-- Requirement --
A complete response lists each line of the data below that includes the word "position".

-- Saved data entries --
-- -- --

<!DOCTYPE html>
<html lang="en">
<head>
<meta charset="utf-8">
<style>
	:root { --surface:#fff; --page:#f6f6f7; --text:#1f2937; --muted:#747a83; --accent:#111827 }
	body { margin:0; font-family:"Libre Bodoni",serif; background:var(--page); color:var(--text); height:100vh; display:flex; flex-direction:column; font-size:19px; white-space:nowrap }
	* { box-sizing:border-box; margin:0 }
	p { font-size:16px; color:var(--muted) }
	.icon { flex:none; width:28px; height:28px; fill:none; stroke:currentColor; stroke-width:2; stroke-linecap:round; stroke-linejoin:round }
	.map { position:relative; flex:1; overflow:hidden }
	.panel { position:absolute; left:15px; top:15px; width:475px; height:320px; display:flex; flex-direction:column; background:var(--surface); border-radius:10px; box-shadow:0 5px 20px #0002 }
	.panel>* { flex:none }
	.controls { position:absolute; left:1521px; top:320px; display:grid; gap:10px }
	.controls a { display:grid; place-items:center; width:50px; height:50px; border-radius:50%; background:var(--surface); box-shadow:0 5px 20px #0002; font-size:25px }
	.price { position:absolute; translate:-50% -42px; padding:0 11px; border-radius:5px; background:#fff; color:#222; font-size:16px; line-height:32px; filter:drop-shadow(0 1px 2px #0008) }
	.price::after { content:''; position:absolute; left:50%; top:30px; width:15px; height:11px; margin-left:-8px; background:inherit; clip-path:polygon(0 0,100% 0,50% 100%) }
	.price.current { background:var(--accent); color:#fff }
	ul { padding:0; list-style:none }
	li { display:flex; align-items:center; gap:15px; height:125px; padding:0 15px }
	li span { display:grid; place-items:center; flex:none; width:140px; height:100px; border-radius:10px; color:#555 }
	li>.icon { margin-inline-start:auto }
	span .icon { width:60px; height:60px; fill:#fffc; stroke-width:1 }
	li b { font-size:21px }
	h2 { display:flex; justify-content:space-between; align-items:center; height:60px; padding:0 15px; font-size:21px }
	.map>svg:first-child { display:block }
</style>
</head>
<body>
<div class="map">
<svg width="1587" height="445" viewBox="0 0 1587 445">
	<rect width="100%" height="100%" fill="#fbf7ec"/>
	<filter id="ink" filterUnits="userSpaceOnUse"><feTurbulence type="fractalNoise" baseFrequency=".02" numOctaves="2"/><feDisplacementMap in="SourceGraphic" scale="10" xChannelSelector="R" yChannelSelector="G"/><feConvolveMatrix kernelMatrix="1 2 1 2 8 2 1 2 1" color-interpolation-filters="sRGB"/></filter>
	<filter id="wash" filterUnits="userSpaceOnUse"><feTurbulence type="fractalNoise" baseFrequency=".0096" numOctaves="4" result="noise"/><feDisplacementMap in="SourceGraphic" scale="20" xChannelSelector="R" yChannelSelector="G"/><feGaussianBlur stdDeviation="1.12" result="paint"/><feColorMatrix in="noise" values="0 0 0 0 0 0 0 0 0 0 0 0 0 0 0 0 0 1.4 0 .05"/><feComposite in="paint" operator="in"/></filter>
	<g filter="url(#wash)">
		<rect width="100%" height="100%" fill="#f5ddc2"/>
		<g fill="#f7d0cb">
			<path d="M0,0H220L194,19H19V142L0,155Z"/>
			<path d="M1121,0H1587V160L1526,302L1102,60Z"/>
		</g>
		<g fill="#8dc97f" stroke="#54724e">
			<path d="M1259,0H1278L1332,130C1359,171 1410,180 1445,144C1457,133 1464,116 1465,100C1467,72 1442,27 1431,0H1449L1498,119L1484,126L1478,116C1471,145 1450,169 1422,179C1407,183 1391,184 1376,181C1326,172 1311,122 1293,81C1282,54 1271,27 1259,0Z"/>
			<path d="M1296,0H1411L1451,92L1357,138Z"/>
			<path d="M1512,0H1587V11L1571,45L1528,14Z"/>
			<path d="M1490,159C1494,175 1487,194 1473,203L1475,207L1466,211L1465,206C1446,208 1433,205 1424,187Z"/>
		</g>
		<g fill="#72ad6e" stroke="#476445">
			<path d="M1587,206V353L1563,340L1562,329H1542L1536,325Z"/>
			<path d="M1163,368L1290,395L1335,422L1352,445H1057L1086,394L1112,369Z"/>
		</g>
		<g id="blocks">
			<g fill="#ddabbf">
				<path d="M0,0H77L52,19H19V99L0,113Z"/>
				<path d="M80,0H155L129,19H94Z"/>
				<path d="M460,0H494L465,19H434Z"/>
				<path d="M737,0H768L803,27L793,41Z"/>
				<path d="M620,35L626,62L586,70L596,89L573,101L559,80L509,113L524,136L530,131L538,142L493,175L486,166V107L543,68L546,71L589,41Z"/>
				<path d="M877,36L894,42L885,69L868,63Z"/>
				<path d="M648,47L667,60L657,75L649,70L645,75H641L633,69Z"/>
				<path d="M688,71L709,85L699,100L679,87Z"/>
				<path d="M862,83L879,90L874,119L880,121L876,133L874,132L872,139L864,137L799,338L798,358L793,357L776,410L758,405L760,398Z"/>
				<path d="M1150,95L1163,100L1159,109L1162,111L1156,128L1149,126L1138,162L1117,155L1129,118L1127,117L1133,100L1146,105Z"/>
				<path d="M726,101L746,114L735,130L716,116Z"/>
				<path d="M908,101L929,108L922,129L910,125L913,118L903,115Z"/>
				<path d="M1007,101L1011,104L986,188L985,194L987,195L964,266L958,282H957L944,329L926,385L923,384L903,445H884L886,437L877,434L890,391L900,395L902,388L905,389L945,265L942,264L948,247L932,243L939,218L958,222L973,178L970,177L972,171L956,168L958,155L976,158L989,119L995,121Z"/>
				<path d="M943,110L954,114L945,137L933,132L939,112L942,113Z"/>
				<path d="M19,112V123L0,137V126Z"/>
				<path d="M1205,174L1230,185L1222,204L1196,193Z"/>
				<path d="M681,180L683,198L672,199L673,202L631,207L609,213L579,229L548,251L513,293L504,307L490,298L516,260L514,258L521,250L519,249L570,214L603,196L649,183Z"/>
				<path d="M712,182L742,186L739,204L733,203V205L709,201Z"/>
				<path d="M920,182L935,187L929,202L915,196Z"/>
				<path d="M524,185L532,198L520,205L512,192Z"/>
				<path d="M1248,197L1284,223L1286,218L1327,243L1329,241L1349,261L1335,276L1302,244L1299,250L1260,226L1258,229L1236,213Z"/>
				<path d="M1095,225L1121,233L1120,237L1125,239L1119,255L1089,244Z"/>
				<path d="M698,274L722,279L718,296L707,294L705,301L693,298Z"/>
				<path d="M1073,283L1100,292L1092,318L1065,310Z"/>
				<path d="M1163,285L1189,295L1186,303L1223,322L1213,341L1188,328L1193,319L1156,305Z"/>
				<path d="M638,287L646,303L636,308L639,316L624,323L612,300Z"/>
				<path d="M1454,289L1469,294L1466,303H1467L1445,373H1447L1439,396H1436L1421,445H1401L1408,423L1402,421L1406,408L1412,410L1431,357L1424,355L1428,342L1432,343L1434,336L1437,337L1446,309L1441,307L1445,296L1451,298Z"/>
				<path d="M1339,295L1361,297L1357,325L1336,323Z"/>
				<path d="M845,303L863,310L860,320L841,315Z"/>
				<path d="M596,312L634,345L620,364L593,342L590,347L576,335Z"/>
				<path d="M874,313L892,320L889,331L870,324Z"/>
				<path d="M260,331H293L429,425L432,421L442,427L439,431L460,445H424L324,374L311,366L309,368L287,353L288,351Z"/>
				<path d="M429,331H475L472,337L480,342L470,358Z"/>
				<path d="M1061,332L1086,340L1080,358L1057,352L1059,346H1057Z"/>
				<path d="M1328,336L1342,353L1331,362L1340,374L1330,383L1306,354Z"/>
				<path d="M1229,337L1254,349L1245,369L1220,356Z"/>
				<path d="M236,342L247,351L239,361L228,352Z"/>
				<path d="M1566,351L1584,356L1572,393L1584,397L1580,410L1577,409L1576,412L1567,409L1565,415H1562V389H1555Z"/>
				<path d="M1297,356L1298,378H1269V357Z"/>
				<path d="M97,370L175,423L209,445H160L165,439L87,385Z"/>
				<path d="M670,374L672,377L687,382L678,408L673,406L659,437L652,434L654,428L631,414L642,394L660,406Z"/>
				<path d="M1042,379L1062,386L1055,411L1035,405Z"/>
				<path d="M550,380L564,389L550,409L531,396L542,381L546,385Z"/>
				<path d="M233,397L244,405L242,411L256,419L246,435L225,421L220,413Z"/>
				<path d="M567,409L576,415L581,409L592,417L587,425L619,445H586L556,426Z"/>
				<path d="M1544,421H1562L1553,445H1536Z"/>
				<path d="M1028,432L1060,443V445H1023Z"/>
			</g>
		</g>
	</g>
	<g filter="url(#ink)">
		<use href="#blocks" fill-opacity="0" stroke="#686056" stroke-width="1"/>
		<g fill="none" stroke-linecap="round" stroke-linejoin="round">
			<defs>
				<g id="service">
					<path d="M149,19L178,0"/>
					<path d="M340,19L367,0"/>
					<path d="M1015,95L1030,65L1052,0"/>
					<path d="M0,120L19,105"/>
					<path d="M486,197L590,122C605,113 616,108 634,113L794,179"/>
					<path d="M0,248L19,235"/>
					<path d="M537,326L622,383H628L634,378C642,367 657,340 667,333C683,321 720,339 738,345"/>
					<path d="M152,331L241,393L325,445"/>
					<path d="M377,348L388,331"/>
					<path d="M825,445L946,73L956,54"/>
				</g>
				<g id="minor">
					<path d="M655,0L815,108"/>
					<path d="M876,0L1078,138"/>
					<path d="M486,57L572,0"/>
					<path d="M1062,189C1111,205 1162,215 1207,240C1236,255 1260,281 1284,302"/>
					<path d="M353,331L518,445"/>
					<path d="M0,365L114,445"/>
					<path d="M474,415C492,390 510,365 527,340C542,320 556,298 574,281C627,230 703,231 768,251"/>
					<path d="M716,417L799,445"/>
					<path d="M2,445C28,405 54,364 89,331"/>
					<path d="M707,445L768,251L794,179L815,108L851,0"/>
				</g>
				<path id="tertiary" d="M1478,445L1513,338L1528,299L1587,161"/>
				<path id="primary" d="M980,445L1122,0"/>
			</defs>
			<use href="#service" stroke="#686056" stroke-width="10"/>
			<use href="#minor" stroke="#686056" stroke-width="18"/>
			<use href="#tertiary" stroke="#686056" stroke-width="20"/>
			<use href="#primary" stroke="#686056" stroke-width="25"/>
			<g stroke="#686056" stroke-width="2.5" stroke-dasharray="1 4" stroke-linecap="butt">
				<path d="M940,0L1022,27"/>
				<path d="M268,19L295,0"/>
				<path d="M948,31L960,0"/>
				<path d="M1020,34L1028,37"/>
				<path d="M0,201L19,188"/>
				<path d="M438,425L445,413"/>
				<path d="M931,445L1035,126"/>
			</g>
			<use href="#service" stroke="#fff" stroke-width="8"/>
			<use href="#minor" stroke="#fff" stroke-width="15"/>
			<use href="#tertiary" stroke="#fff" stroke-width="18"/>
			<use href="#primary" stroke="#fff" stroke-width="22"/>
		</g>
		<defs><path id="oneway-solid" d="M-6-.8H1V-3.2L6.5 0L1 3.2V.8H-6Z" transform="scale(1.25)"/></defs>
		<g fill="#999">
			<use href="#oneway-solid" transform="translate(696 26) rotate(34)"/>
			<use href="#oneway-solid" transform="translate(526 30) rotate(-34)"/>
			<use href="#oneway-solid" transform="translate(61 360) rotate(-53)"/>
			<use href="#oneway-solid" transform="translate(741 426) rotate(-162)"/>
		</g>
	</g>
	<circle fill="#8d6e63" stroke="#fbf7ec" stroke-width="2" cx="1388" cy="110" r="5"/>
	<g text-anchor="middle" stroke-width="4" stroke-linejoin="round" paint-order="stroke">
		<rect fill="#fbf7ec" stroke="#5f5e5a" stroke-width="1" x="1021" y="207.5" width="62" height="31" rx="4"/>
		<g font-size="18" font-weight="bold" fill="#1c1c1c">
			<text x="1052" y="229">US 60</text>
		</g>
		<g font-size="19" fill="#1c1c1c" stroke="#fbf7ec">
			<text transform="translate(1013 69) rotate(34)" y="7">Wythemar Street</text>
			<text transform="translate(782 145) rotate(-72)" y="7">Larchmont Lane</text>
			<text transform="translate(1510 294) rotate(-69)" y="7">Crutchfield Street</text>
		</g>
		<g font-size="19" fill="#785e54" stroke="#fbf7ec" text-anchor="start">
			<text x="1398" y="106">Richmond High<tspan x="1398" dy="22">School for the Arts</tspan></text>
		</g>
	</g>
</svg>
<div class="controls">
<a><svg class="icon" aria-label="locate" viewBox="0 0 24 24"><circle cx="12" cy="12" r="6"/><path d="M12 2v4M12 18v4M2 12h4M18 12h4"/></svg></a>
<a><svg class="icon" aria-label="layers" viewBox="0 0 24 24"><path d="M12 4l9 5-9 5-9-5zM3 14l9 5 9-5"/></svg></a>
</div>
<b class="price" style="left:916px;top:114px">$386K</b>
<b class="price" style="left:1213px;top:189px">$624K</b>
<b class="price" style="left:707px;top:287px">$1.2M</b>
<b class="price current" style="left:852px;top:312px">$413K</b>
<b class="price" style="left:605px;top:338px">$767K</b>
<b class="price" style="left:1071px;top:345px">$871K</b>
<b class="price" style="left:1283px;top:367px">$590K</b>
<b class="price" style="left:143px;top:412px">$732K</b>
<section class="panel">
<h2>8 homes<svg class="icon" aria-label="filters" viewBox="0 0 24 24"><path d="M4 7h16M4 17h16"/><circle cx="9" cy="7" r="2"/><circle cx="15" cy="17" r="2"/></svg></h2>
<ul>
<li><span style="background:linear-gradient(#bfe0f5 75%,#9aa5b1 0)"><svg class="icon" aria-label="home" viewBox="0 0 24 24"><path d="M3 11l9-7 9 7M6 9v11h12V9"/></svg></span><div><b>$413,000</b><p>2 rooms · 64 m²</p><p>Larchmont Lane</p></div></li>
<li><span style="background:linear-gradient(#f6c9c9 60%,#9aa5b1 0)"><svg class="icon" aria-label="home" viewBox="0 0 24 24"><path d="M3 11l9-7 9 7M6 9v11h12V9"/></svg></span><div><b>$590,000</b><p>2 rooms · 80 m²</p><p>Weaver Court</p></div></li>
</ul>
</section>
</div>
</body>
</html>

-- -- --

-- Response for this exercise --
	.map { position:relative; flex:1; overflow:hidden }
	.panel { position:absolute; left:15px; top:15px; width:475px; height:320px; display:flex; flex-direction:column; background:var(--surface); border-radius:10px; box-shadow:0 5px 20px #0002 }
	.controls { position:absolute; left:1521px; top:320px; display:grid; gap:10px }
	.price { position:absolute; translate:-50% -42px; padding:0 11px; border-radius:5px; background:#fff; color:#222; font-size:16px; line-height:32px; filter:drop-shadow(0 1px 2px #0008) }
	.price::after { content:''; position:absolute; left:50%; top:30px; width:15px; height:11px; margin-left:-8px; background:inherit; clip-path:polygon(0 0,100% 0,50% 100%) }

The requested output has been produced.